だが、やった事が無いのか? アンデッド化。
「やった事がない?」
「はい」
誤算だ。
「やり方も知らない?」
「はい」
ベスの顔に浮かんだ、心苦しそうな色が次第に濃くなっていく。
おそらく俺の顔色も変わっているんだろうな。
「黒アリスちゃんやボギーさんが、魔物をアンデッド化させるのは見た事あるよな?」
「ええ、まあ、それくらいなら」
十分だ。
俺はベスの肩を両手で掴んで、優しく声を掛ける。
「よし。それを思い出して、アンデッド化をやってみようか」
ベスの顔が、一瞬で驚きの表情に変わる。
「ええー!」
だが、真っ先に驚きの声を上げたのはリンジーだ。そして、エリシアとミーナが続く。
「見様見真似?」
「そんなんで魔術って使えるんですか?」
使うんだよっ!
お前ら分かっているのか? ベスが倒した魔物をアンデッド化出来なかったら、現有戦力で戦い続けないとならないんだぞ。消耗し続けるんだぞ。
先に三人が驚きの声を上げたお陰か、三人を見回して幾分か落ち着いたベスが消え入りそうな声でささやく。
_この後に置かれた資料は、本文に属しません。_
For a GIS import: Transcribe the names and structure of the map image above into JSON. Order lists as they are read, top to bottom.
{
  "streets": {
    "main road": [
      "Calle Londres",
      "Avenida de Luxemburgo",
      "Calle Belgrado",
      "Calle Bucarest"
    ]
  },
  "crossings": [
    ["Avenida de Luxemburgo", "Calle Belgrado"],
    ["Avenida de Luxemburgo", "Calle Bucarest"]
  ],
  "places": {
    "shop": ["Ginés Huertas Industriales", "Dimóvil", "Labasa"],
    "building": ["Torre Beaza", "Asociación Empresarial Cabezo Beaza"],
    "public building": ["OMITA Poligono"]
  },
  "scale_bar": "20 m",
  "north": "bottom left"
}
「ミチナガ様の命令ならやります。でも、自信がありません」
「命令なんてとんでもない、これはお願いだ」
「お願い、ですか?」
俺を見上げるベスの表情が和らぐ。年少組の三人がエスカレートする。
「ベスちゃん、揺れてるよ」
「フジワラさん、そこはもっと強引にっ!」
「そうそう、『お願い』だなんて弱気じゃなく、ここは命令よ」
「ベスちゃんも命令されたがっているから大丈夫」
「今、命令されたら、ベスちゃん立ってられないかもよー」
「肩を抱いて支えて上げないとっ!」
「肩は掴むものじゃなく、抱くものですよ、フジワラさん」
「いやん、肩よりも腰よ」
想像力がたくまし過ぎる。耳年増なんてもんじゃないな、こいつら。これは早いところ年長組と合流しないと、俺の理知的で硬派なイメージが崩壊してしまう。
エリシアたちの声を無視してベスの説得を続けよう。
「それに、やった事がないんだから自信がなくて当然だ。先ずは練習だ。この七体のオーガで盛大に失敗してみようか」
俺の説得に応じたのか、少女たちのはやし立てる声を打ち切りたかったのか、はにかんだ笑みを浮かべると、小さくうなずいた。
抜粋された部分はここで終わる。